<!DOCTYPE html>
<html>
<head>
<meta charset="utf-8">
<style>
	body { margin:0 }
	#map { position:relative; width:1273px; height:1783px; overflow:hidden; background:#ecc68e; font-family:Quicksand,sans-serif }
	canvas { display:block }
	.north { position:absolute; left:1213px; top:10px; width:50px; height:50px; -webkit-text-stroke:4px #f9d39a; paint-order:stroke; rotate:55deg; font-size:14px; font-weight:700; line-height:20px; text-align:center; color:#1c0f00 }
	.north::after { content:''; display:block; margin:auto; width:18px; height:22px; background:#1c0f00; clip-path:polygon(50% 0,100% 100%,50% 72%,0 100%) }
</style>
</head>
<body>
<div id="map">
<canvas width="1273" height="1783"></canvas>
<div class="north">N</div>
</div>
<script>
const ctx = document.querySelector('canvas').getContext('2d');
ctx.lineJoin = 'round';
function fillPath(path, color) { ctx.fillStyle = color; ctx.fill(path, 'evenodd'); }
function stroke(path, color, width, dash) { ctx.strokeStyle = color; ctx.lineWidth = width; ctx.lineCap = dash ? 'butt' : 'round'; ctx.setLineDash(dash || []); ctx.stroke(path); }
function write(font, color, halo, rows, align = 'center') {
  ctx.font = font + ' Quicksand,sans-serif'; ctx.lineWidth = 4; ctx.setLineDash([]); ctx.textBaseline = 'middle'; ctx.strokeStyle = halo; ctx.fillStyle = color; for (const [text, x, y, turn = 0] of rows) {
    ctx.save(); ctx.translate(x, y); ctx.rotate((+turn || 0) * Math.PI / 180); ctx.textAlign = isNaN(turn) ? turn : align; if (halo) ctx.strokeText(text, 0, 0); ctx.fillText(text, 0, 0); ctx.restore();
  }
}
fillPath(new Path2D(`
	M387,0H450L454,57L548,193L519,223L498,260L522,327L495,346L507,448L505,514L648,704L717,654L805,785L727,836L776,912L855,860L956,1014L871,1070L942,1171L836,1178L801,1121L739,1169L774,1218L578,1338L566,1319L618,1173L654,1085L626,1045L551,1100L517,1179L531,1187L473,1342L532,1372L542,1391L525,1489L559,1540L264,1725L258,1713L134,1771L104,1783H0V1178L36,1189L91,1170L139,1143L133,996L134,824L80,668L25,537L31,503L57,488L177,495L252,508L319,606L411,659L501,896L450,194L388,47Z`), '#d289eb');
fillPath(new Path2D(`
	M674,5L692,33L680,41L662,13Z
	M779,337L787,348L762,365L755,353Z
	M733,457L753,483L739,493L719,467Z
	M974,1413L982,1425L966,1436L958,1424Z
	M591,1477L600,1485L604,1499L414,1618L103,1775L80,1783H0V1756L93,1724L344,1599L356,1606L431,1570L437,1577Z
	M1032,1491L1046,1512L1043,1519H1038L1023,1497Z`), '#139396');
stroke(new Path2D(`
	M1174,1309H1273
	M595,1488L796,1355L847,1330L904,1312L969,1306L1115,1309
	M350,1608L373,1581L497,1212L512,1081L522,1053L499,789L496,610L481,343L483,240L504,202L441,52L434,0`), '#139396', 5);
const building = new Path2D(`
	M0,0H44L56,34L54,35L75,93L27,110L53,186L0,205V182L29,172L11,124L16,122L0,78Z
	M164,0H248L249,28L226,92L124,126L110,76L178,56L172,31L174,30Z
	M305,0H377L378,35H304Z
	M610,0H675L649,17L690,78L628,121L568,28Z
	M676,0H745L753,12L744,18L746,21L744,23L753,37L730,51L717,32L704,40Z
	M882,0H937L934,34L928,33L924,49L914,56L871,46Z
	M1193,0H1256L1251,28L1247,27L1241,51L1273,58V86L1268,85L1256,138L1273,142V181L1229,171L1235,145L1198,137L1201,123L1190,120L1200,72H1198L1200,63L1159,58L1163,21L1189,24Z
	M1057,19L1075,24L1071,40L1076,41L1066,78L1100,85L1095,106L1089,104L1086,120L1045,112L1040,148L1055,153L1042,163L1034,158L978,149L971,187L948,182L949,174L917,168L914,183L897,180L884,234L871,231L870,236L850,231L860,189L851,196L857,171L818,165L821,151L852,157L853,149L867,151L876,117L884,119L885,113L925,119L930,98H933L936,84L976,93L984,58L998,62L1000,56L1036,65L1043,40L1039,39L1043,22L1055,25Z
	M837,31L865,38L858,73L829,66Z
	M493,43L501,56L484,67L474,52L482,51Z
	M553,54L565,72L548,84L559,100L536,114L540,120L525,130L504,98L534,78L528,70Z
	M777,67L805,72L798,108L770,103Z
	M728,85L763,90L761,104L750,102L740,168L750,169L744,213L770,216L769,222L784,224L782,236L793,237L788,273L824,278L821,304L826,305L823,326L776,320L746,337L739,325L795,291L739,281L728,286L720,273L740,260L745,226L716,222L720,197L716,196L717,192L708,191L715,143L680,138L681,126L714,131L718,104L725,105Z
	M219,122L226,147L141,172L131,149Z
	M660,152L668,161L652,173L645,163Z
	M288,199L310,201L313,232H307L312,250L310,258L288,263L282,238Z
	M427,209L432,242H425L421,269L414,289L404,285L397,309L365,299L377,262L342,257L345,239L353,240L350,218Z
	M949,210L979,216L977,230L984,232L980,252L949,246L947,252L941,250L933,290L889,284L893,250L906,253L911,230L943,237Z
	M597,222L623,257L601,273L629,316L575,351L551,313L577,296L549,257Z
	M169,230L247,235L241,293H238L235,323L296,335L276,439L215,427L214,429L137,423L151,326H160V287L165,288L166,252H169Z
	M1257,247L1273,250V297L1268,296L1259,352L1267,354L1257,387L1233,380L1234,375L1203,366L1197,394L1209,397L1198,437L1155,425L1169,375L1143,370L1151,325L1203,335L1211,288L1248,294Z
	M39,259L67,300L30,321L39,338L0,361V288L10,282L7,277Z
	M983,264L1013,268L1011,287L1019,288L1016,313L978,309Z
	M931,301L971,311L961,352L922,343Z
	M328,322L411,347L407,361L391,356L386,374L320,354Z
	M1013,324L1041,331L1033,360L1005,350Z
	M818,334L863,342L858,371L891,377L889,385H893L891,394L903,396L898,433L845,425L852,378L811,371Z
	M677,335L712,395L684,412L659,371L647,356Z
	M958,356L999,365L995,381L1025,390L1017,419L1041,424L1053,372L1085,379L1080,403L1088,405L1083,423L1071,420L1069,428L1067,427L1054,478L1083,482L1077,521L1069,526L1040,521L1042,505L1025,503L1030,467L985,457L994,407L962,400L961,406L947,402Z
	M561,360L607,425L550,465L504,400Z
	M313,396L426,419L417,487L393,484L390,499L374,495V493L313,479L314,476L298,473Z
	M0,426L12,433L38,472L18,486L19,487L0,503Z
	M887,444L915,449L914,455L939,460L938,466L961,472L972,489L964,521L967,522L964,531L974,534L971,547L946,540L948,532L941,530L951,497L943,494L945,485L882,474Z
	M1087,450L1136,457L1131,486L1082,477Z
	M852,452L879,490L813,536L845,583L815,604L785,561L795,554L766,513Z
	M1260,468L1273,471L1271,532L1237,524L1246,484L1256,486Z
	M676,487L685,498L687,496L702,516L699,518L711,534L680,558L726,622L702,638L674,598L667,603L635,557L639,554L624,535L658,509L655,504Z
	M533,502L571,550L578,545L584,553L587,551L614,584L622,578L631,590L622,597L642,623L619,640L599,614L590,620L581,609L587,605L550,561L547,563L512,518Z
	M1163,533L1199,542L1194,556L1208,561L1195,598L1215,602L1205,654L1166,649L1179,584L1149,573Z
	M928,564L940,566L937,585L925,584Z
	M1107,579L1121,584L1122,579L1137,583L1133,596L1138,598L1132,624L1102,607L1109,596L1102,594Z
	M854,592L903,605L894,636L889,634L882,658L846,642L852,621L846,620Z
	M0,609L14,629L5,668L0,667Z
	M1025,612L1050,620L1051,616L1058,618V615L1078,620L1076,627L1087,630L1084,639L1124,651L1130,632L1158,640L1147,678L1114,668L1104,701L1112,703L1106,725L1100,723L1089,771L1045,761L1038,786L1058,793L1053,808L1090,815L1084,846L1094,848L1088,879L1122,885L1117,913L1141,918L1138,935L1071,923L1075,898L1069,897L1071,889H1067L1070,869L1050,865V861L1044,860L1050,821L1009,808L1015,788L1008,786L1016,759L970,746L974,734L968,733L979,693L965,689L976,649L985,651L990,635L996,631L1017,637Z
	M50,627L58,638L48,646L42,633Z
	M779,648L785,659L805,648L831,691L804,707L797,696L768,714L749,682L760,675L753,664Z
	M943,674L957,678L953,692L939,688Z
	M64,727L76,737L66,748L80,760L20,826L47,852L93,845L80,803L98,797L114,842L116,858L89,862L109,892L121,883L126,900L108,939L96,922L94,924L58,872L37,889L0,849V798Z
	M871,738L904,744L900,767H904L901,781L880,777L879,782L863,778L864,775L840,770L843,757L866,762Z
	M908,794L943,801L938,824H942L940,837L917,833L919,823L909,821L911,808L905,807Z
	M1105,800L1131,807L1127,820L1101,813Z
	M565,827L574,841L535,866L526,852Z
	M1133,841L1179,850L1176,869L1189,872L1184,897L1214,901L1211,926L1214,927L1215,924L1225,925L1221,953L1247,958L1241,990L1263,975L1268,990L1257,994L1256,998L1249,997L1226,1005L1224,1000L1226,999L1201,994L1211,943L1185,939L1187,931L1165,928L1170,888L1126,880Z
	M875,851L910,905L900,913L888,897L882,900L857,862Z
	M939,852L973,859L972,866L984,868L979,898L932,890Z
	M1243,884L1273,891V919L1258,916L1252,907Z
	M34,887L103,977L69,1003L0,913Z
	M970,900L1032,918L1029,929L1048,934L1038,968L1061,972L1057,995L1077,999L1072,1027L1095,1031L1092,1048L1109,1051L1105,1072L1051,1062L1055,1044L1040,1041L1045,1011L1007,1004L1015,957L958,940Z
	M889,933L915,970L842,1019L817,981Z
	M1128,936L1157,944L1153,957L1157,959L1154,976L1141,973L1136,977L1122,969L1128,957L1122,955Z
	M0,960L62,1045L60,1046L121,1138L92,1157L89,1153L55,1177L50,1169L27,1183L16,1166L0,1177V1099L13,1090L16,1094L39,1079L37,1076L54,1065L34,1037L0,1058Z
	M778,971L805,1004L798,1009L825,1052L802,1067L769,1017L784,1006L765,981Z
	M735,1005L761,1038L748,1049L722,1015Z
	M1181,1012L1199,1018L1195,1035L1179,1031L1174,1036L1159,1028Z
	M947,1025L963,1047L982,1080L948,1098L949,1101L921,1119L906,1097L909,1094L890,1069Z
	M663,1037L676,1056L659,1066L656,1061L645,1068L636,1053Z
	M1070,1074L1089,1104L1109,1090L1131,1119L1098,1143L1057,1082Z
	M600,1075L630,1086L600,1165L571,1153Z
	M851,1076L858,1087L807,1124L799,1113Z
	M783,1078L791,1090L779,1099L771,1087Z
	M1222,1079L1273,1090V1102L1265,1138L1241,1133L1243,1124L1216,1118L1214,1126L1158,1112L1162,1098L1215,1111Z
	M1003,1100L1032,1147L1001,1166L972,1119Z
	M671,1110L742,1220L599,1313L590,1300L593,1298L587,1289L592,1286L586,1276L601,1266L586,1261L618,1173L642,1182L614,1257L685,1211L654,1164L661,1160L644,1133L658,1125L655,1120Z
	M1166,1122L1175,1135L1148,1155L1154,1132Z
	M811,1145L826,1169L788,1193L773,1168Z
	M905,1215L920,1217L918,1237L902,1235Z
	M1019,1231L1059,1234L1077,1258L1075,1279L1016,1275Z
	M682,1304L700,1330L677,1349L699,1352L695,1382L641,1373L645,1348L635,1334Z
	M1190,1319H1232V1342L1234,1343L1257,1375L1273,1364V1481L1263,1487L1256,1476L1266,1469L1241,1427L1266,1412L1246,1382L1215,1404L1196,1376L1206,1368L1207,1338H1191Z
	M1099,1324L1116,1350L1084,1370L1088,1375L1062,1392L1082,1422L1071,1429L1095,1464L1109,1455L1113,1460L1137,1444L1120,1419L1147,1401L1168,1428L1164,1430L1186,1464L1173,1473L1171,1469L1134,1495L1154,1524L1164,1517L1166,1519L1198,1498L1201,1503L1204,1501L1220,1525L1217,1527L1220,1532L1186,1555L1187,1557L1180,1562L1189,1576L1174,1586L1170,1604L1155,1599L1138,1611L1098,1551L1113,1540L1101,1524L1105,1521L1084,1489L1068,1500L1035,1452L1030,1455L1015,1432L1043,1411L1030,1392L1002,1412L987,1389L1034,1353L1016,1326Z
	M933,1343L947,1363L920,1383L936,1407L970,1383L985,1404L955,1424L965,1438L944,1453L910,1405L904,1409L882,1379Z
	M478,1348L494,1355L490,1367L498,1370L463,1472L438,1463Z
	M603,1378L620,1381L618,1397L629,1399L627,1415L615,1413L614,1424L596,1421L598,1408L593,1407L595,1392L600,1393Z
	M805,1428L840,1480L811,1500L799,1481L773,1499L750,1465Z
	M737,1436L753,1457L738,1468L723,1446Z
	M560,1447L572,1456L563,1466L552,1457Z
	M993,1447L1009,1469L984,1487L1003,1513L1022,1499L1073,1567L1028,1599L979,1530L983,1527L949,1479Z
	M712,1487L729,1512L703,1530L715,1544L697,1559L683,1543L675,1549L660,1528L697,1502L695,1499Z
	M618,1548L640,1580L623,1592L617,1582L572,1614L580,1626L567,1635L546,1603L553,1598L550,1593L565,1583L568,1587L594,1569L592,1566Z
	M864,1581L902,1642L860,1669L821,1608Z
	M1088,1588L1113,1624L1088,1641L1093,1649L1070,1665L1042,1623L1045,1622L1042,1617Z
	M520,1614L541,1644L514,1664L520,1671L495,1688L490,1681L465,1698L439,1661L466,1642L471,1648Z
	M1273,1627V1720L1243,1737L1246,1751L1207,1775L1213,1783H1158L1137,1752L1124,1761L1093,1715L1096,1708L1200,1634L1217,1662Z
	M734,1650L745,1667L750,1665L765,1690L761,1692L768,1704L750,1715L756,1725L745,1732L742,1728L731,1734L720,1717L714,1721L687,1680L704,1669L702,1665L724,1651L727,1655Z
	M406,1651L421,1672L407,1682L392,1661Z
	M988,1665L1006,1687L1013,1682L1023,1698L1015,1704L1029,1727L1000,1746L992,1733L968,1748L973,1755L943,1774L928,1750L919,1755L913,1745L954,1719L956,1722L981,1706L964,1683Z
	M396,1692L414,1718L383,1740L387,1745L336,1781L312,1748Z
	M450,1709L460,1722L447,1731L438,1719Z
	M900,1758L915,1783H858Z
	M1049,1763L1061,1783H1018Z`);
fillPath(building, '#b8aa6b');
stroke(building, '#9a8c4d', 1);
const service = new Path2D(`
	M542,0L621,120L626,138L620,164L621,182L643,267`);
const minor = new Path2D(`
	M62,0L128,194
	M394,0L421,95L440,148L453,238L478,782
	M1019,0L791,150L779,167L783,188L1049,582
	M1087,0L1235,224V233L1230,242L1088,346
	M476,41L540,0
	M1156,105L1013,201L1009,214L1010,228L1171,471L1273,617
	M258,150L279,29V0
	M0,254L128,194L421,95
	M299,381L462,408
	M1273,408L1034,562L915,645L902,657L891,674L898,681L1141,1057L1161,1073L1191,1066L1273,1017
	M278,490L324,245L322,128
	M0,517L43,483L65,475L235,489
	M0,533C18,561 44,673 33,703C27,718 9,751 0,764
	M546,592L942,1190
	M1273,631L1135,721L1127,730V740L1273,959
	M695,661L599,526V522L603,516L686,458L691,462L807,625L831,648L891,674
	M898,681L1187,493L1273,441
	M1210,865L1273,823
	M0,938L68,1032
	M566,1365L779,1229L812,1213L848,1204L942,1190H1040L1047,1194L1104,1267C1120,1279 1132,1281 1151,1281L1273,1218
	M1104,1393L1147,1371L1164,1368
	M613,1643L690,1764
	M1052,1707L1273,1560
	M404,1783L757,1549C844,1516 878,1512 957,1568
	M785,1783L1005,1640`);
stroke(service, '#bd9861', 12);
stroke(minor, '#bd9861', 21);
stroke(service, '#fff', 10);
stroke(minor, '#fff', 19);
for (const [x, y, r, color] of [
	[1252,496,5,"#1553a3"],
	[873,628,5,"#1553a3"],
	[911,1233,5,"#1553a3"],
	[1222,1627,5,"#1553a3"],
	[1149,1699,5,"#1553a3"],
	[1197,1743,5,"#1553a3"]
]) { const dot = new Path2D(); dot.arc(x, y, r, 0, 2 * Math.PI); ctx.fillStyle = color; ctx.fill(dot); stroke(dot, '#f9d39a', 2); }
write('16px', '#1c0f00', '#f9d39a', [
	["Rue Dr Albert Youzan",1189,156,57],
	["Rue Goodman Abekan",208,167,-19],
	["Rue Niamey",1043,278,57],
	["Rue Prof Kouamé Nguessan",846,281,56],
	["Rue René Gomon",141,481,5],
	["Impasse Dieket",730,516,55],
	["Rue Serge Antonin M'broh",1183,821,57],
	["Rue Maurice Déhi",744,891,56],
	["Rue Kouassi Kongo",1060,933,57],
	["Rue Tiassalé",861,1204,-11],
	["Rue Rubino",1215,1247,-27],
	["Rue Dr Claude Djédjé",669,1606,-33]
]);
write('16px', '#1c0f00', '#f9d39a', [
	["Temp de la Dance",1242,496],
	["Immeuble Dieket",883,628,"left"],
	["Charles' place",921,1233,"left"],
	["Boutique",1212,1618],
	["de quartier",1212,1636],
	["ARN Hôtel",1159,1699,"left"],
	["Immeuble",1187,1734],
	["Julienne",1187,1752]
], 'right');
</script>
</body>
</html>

Exercise brief
In the entries, find every line holding "strokeStyle" and copy it.

Solution
function stroke(path, color, width, dash) { ctx.strokeStyle = color; ctx.lineWidth = width; ctx.lineCap = dash ? 'butt' : 'round'; ctx.setLineDash(dash || []); ctx.stroke(path); }
  ctx.font = font + ' Quicksand,sans-serif'; ctx.lineWidth = 4; ctx.setLineDash([]); ctx.textBaseline = 'middle'; ctx.strokeStyle = halo; ctx.fillStyle = color; for (const [text, x, y, turn = 0] of rows) {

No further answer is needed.